How indeed could she have found the heart to refuse the noble girl, whose beauty and voice had so struck and fascinated her, when she flung her arms round her neck, looked into her eyes and earnestly besought her:
“Do it for my sake, to please me. I do not ask you to do anything wicked. Pure song is acceptable to every god. Think of your lament, if you like, as being for your own god who suffered on the cross. But I like singing with you so much; say yes.
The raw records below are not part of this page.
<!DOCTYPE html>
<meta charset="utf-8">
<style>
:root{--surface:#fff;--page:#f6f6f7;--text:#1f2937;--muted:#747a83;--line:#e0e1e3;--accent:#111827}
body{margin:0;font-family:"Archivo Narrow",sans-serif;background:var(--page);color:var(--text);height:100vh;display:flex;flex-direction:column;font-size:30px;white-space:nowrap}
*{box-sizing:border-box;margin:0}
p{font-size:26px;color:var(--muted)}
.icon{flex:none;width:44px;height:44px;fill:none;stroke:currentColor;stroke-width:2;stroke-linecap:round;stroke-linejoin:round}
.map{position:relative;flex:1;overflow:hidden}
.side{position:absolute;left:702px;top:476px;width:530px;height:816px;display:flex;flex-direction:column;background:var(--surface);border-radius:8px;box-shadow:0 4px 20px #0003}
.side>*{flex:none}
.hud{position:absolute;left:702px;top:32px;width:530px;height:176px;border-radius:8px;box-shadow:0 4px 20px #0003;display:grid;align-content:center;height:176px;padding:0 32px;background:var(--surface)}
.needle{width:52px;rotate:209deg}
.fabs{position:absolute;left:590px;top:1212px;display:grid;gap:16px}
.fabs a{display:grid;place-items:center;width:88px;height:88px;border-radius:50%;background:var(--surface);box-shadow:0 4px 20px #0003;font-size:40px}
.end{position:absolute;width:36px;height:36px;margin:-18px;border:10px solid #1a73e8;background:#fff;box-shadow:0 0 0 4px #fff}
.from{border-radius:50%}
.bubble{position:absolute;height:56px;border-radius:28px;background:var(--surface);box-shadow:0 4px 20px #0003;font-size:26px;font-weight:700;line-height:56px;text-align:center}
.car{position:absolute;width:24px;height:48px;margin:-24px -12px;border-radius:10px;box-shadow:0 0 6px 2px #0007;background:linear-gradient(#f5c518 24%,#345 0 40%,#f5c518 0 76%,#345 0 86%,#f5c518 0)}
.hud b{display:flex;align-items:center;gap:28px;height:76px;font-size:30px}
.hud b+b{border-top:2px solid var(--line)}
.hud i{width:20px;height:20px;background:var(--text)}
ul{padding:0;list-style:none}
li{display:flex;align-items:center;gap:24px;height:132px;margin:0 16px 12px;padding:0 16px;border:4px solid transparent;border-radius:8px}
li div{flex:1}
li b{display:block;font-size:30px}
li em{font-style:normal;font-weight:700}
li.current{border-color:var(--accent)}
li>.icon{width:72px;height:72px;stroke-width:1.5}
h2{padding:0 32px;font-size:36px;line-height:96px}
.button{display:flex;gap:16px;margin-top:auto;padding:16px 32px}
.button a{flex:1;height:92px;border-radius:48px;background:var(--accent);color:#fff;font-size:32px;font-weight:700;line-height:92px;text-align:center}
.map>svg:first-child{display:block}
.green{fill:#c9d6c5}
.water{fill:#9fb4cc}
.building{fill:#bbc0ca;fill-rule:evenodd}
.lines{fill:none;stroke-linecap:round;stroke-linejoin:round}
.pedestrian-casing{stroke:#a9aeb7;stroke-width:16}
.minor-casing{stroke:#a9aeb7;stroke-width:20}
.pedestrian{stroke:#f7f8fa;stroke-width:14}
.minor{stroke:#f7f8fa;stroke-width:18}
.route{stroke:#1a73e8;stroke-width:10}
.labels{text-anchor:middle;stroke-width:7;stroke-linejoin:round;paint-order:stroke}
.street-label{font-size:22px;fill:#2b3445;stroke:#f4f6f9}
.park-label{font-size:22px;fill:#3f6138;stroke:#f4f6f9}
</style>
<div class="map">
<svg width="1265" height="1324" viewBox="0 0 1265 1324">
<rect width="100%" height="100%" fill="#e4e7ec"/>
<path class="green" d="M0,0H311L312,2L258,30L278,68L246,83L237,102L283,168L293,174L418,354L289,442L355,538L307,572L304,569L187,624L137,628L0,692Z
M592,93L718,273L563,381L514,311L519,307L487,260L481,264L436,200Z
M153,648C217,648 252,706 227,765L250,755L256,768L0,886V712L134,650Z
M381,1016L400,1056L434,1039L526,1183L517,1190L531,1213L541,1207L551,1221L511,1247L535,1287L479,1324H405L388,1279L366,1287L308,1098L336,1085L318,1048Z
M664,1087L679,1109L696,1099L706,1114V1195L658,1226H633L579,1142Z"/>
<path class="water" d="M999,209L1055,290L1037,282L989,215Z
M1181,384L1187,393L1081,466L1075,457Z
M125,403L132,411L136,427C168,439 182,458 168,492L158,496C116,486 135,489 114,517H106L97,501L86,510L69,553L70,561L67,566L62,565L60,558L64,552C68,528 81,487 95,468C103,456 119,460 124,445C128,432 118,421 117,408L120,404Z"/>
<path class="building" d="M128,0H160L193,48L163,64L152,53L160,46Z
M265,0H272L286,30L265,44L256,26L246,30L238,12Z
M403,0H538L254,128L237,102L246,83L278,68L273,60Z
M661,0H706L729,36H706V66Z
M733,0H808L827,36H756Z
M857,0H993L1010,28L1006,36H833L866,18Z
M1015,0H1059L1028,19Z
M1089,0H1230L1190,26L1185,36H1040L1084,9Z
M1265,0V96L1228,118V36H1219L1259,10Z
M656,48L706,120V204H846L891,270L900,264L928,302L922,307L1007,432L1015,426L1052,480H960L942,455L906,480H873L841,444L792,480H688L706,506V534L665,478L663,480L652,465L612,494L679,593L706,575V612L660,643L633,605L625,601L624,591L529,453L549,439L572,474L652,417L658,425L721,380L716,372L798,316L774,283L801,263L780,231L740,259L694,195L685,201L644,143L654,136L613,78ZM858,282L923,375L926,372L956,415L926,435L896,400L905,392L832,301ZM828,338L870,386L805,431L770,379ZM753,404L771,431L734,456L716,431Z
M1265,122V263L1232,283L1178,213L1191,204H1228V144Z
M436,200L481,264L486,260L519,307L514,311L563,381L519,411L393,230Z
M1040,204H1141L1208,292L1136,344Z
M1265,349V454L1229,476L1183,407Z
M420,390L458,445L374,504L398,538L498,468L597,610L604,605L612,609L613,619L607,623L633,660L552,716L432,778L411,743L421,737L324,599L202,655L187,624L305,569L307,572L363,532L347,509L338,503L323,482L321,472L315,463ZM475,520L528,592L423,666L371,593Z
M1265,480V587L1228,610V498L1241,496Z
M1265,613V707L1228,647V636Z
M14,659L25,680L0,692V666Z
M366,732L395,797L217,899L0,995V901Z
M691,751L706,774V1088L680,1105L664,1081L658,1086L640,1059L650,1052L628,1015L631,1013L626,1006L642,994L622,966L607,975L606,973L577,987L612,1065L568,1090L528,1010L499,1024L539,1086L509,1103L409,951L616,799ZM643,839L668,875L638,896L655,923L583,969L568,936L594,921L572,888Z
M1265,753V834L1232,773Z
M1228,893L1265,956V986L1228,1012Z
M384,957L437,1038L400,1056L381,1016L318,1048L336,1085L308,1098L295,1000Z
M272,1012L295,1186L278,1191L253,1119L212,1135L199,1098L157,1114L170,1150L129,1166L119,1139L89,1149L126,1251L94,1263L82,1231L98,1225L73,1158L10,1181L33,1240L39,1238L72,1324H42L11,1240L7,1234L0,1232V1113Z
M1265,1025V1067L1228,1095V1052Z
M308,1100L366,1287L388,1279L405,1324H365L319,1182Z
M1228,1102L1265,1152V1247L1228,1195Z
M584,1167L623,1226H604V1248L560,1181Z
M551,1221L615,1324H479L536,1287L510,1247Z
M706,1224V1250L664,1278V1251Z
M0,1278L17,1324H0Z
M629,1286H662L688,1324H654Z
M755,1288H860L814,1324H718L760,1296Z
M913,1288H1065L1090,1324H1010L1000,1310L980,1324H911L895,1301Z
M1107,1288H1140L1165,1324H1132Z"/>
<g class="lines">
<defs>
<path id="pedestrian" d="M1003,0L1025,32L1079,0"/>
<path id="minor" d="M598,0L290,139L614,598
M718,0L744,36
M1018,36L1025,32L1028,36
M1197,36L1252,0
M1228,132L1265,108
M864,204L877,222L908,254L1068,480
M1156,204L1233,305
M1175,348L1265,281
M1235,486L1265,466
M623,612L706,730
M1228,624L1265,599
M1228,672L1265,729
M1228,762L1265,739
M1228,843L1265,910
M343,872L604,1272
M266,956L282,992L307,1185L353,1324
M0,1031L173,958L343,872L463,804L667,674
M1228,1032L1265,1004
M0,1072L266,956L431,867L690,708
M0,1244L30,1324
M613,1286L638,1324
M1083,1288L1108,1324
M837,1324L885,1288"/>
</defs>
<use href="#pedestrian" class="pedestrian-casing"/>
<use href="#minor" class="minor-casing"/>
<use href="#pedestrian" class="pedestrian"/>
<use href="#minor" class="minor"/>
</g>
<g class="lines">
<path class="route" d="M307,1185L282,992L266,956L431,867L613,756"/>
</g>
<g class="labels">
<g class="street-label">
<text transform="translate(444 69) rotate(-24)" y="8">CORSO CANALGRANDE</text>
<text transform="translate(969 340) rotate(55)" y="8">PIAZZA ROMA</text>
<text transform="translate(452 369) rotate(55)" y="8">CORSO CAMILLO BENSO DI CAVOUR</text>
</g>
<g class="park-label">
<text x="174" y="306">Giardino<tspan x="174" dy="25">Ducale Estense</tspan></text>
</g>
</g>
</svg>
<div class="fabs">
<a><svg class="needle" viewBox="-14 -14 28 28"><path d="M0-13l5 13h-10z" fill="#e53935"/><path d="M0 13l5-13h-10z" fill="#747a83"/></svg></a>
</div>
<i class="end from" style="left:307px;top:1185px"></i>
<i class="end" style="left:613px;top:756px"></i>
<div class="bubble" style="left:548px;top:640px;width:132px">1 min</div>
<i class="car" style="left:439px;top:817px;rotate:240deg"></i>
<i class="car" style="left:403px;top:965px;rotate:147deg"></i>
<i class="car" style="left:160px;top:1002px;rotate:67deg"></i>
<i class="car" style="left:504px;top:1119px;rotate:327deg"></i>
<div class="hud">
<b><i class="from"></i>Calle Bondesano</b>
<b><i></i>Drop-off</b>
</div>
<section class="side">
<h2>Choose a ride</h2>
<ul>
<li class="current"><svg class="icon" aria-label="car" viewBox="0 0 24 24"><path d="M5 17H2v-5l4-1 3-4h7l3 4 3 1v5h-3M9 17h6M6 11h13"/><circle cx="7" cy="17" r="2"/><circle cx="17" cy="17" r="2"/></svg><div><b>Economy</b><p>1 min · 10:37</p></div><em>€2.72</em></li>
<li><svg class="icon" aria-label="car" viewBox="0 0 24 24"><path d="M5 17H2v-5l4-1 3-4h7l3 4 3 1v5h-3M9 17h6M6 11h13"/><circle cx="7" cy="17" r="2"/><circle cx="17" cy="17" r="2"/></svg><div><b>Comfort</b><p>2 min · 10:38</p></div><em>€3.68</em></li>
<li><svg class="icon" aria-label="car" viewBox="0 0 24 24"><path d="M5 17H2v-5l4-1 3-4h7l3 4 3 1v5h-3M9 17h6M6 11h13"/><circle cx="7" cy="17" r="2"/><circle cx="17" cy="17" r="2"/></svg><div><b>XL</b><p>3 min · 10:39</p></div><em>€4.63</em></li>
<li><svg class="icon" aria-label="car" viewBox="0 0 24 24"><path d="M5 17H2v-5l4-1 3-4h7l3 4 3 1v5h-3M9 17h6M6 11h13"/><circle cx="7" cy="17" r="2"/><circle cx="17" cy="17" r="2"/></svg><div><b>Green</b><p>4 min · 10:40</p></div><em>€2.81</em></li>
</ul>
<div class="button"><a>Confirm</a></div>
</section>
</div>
Do not refuse, for my sake!”
She had thrown her arms so gladly, so much too gladly round the heathen lady—for she had a loving heart and no one else had ever made it a return in kind—and clinging closely to her she had said:
“As you will; I will do whatever you like.”
Then Orpheus, too, had urged her to oblige Gorgo, and himself, and all of them; and it had seemed almost impossible to refuse the first request that the modest youth—to whom she would willingly have granted anything and everything—had ever made. Still, she had held back; and in her anxious bewilderment, not daring to think or act, she had tried every form of excuse and postponement. She would probably have been awkward enough about this, but Gorgo was content to press her no further, and when, after leaving the house, she had summoned up courage to refuse to enter the Temple of Isis, Karnis had only said: “Be thankful that this gifted lady, the favorite of the Muses, should think you worthy to sing with her. We will see about the rest by-and-bye.”
Now, in the watches of the sleepless night, she saw clearly the abyss above which she was standing. She, like Judas, was on the point of betraying her Saviour; not indeed for money, but in obedience to the transient sound of an earthly voice, for the pleasure of exercising her art, to indulge a hastily-formed liking; nay, perhaps because it satisfied her childish vanity to find herself put on an equality with a lady of rank and wealth, and matched with a singer who had roused Karnis and Orpheus to such ardent admiration.
She was an enigma to herself; while passages out of the Bible crowded on her memory to reproach her conscience.
There lay Dada’s embroidered dress. Worn for the first time this day, in a month it would be unpresentably shabby and then, ere long, flung aside as past wearing. Like this—just like this—was every earthly pleasure, every joy of this brief existence. Alas, she certainly was not happy here in Karnis’ sense of the word; but in the other world there were joys eternal, and she had only to deny herself the petty enjoyments of this life to secure unfailing and everlasting happiness in the next. There she would find an endless flow of all her soul could desire, there perhaps she might be allowed to cool the lips of Gorgo, as Lazarus cooled those of the rich man.
She was quite clear now what her answer would be to-morrow, and, firmly resolved not to allow herself to think of singing in the Temple of Isis, she at last fell asleep just as the light began to dawn in the east. She did not wake till late, and it was with downcast eyes and set lips that she went with Karnis and Orpheus to the house of Porphyrius.